Exercise: Hybrid Forecasting with PIHALNet

Welcome to this hands-on exercise for the Physics-Informed Hybrid Attentive LSTM Network, PIHALNet. This tutorial will guide you through the end-to-end process of training a hybrid model that learns from both time series data and the governing laws of physics.

We will tackle a multi-step forecasting problem for land subsidence and groundwater levels. The primary goal is to demonstrate how to prepare the specialized input data required by PIHALNet and how to configure its unique, composite loss function.

Learning Objectives:

  • Generate a synthetic dataset with features, spatio-temporal coordinates, and two physically-linked target variables.

  • Structure the inputs and targets into the required nested dictionary format.

  • Instantiate the modern PIHALNet using the smart architecture_config for custom internal structures.

  • Configure the model to treat a physical coefficient as a learnable parameter, to be discovered during training.

  • Compile the model with both a data-fidelity loss and a weight for the physics-based loss (\(\lambda_{physics}\)).

  • Train the model and interpret the multi-component loss from the training logs.

  • Visualize both the training history and the final forecast results.

Let’s get started!

Prerequisites

Ensure you have fusionlab-learn and its common dependencies installed.

pip install fusionlab-learn matplotlib scikit-learn

Step 1: Imports and Setup

First, we import all necessary libraries and set up our environment for reproducibility and clean output.

 1import os
 2import numpy as np
 3import tensorflow as tf
 4import matplotlib.pyplot as plt
 5
 6# FusionLab imports
 7from fusionlab.nn.pinn import PIHALNet
 8from fusionlab.params import LearnableC
 9from fusionlab.nn.models.utils import plot_history_in
10
11# Suppress warnings and TF logs for cleaner output
12import warnings
13warnings.filterwarnings('ignore')
14tf.get_logger().setLevel('ERROR')
15
16# Directory for saving any output images
17EXERCISE_OUTPUT_DIR = "./pihalnet_exercise_outputs"
18os.makedirs(EXERCISE_OUTPUT_DIR, exist_ok=True)
19
20print("Libraries imported and setup complete for PIHALNet exercise.")

Expected Output:

Libraries imported and setup complete for PIHALNet exercise.

Step 2: Generate Synthetic Hybrid Data

This is the most critical step.
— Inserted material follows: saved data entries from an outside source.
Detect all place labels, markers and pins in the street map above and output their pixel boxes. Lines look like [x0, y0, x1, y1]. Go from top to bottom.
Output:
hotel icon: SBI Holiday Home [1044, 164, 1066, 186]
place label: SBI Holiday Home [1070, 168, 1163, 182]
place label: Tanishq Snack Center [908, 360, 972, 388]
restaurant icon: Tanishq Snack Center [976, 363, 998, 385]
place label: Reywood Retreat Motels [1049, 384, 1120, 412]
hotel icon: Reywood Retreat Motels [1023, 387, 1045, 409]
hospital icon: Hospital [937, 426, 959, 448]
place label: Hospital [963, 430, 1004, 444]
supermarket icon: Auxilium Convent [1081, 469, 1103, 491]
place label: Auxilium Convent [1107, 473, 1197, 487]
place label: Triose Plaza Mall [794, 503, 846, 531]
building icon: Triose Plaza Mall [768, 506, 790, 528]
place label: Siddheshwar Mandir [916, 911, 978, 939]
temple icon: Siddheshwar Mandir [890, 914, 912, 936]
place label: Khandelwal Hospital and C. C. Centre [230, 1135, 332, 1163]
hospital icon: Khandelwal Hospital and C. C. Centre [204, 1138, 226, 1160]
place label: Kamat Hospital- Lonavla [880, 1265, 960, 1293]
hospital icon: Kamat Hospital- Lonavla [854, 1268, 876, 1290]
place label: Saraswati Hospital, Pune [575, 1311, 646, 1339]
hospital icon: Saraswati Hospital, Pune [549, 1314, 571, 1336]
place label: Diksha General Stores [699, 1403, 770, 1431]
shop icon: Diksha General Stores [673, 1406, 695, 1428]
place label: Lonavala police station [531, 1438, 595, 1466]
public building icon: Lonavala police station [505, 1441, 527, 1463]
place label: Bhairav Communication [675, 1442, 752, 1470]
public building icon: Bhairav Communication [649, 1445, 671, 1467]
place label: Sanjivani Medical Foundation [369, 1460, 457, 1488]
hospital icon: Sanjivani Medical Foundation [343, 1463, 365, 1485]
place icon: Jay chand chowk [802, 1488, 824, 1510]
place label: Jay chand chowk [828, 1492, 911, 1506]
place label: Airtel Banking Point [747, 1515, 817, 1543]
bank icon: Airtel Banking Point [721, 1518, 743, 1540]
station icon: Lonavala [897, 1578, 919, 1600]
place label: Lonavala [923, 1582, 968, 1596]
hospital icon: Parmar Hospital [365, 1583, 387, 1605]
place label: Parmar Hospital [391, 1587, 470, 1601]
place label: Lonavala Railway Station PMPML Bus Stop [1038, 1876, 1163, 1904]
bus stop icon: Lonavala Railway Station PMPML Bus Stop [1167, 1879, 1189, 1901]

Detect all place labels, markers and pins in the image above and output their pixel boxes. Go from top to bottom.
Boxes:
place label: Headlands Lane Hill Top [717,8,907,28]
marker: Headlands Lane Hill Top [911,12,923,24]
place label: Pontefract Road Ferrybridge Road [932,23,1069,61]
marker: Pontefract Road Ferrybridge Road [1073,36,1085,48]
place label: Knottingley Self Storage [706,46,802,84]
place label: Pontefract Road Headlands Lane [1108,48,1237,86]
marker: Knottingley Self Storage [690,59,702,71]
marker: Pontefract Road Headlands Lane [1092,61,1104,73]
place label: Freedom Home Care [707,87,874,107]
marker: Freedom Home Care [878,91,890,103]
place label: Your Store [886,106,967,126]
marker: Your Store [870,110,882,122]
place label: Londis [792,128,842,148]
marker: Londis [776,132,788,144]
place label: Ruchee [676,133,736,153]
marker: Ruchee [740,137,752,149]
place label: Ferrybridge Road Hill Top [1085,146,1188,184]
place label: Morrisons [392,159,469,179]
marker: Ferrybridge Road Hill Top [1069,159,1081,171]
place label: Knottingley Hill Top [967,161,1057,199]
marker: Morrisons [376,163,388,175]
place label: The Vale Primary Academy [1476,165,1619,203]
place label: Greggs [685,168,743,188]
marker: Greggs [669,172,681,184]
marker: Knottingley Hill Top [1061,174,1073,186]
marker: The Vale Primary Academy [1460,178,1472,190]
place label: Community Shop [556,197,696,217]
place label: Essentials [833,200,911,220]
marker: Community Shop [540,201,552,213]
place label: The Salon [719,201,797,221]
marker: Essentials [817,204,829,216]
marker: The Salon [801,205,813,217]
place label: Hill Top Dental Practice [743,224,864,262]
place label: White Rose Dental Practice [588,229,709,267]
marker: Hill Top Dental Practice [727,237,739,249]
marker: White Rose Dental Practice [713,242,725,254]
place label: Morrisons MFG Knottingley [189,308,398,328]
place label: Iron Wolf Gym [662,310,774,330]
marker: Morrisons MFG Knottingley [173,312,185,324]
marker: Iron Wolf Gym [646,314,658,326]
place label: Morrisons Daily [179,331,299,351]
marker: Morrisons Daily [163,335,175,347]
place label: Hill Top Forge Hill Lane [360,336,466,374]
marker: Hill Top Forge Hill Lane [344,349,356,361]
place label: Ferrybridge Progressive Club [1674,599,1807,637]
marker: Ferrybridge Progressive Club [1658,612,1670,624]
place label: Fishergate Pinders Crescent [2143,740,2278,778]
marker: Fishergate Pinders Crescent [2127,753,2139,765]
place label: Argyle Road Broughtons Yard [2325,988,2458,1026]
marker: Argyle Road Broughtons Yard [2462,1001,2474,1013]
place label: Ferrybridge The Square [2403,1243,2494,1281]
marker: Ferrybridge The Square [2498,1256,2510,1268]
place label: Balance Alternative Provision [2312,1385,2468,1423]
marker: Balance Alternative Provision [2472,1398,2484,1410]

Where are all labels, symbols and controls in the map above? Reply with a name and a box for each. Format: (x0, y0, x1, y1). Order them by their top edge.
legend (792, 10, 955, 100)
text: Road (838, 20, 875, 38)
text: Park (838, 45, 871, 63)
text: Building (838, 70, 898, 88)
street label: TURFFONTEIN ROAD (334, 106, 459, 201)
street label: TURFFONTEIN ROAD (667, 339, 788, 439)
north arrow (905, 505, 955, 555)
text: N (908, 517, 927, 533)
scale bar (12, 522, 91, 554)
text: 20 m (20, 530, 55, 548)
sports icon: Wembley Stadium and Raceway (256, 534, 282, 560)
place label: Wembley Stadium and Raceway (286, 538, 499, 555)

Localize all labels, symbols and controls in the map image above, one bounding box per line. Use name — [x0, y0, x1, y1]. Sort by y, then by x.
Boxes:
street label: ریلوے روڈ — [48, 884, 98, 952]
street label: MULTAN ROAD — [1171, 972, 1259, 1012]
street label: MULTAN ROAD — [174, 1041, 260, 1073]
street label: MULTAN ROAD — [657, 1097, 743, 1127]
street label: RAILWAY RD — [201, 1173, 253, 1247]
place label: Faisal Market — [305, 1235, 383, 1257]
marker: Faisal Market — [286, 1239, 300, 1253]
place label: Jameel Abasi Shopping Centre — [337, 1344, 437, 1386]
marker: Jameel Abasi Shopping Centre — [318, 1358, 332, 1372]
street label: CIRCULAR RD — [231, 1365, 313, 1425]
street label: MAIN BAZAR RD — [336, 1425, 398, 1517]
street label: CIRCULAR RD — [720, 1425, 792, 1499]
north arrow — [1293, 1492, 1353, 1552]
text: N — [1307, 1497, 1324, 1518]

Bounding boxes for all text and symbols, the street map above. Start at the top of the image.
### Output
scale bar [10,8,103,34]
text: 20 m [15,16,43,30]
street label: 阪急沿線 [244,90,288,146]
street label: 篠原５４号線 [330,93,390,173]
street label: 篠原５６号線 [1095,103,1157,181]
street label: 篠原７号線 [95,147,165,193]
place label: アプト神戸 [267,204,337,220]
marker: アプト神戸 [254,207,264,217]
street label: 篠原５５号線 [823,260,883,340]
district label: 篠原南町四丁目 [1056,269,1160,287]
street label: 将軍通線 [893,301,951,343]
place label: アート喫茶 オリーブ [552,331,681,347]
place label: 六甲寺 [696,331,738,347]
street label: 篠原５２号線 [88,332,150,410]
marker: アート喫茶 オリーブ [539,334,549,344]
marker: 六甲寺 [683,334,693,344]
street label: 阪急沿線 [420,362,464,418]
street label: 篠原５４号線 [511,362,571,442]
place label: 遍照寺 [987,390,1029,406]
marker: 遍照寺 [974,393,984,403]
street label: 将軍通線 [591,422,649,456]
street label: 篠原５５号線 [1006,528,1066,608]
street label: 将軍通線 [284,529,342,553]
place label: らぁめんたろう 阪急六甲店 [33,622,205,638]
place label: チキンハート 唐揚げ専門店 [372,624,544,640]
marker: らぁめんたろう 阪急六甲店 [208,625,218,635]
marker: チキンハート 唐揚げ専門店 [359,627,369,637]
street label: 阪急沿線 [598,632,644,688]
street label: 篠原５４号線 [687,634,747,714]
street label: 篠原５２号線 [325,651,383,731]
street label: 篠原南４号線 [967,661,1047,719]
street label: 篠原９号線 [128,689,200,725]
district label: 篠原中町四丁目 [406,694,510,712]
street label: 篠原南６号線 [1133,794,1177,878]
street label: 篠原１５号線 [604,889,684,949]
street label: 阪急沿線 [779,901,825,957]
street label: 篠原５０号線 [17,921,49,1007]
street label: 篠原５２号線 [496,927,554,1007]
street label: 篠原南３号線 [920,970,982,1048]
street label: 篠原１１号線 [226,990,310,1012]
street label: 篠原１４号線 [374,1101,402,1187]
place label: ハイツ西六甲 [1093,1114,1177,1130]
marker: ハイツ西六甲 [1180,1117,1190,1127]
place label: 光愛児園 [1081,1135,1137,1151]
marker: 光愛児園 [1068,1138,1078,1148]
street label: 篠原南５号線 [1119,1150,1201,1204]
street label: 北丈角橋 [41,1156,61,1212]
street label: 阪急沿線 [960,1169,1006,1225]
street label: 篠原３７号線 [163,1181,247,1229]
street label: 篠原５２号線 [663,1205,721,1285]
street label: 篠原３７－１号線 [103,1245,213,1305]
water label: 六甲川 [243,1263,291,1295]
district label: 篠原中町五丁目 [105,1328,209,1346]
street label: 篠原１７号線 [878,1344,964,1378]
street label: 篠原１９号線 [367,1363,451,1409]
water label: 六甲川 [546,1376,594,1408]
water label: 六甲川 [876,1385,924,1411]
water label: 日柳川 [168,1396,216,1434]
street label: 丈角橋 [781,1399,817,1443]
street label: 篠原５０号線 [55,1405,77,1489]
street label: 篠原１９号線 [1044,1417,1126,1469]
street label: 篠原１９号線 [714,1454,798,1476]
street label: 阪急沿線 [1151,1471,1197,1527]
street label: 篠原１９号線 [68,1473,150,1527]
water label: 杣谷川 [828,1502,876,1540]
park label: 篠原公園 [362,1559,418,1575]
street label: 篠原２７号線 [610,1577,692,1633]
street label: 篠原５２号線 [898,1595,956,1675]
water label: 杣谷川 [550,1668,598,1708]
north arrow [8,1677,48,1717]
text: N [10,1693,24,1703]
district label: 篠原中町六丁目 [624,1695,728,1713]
PIHALNet requires a dataset that contains both standard time series features and spatio-temporal coordinates. We will generate a dataset where the targets (h and s) are based on a known analytical function, ensuring they are physically plausible.

 1# Configuration
 2N_SAMPLES   = 1000
 3PAST_STEPS  = 15
 4HORIZON     = 7
 5SEED        = 42
 6np.random.seed(SEED)
 7tf.random.set_seed(SEED)
 8
 9# --- 1. Generate Spatio-Temporal Coordinates ---
10# Separate past vs. future time grids
11t_past   = tf.random.uniform((N_SAMPLES, PAST_STEPS, 1), 0, 5)     # (1000, 15, 1)
12t_future = tf.random.uniform((N_SAMPLES, HORIZON,    1), 0, 5)     # (1000,  7, 1)
13x_past   = tf.random.uniform((N_SAMPLES, PAST_STEPS, 1), -1, 1)   # (1000, 15, 1)
14x_future = tf.random.uniform((N_SAMPLES, HORIZON,    1), -1, 1)   # (1000,  7, 1)
15y_past   = tf.random.uniform((N_SAMPLES, PAST_STEPS, 1), -1, 1)   # (1000, 15, 1)
16y_future = tf.random.uniform((N_SAMPLES, HORIZON,    1), -1, 1)   # (1000,  7, 1)
17
18coords_past   = tf.concat([t_past,   x_past,   y_past],   axis=-1)  # (1000, 15, 3)
19coords_future = tf.concat([t_future, x_future, y_future], axis=-1)  # (1000,  7, 3)
20
21# --- 2. Generate Physically-Plausible Targets ---
22# Use future coords for targets
23h_true = tf.sin(np.pi * x_future) * tf.cos(np.pi * y_future) * tf.exp(-0.2 * t_future)
24# s_true shape: (1000, 7, 1)
25s_true = (
26    (1 - tf.exp(-0.2 * t_future)) * tf.cos(np.pi * x_future)**2
27    + h_true * 0.1
28    + tf.random.normal(h_true.shape, stddev=0.05)
29)
30
31# --- 3. Generate Correlated Time Series Features ---
32static_features = tf.random.normal([N_SAMPLES, 2])               # (1000, 2)
33
34# Dynamic features correlated with physics (using past window)
35dyn_physics = tf.sin(t_past * 2)                                 # (1000, 15, 1)
36dyn_noise   = tf.random.normal([N_SAMPLES, PAST_STEPS, 4])       # (1000, 15, 4)
37dynamic_features = tf.concat([dyn_physics, dyn_noise], axis=-1) # (1000, 15, 5)
38
39# Future features (e.g., pumping schedule + noise)
40fut_schedule = tf.cast(t_future > 2.5, tf.float32)               # (1000,  7, 1)
41fut_noise    = tf.random.normal([N_SAMPLES, HORIZON, 2])         # (1000,  7, 2)
42future_features = tf.concat([fut_schedule, fut_noise], axis=-1) # (1000,  7, 3)
43
44print(f"Generated data with {N_SAMPLES} samples.")

Expected Output:

Generated data with 1000 samples.

Step 3: Structure Inputs and Targets

We now assemble the generated data into the nested dictionary format required by PIHALNet for both its inputs and targets, and then we create a training and validation split.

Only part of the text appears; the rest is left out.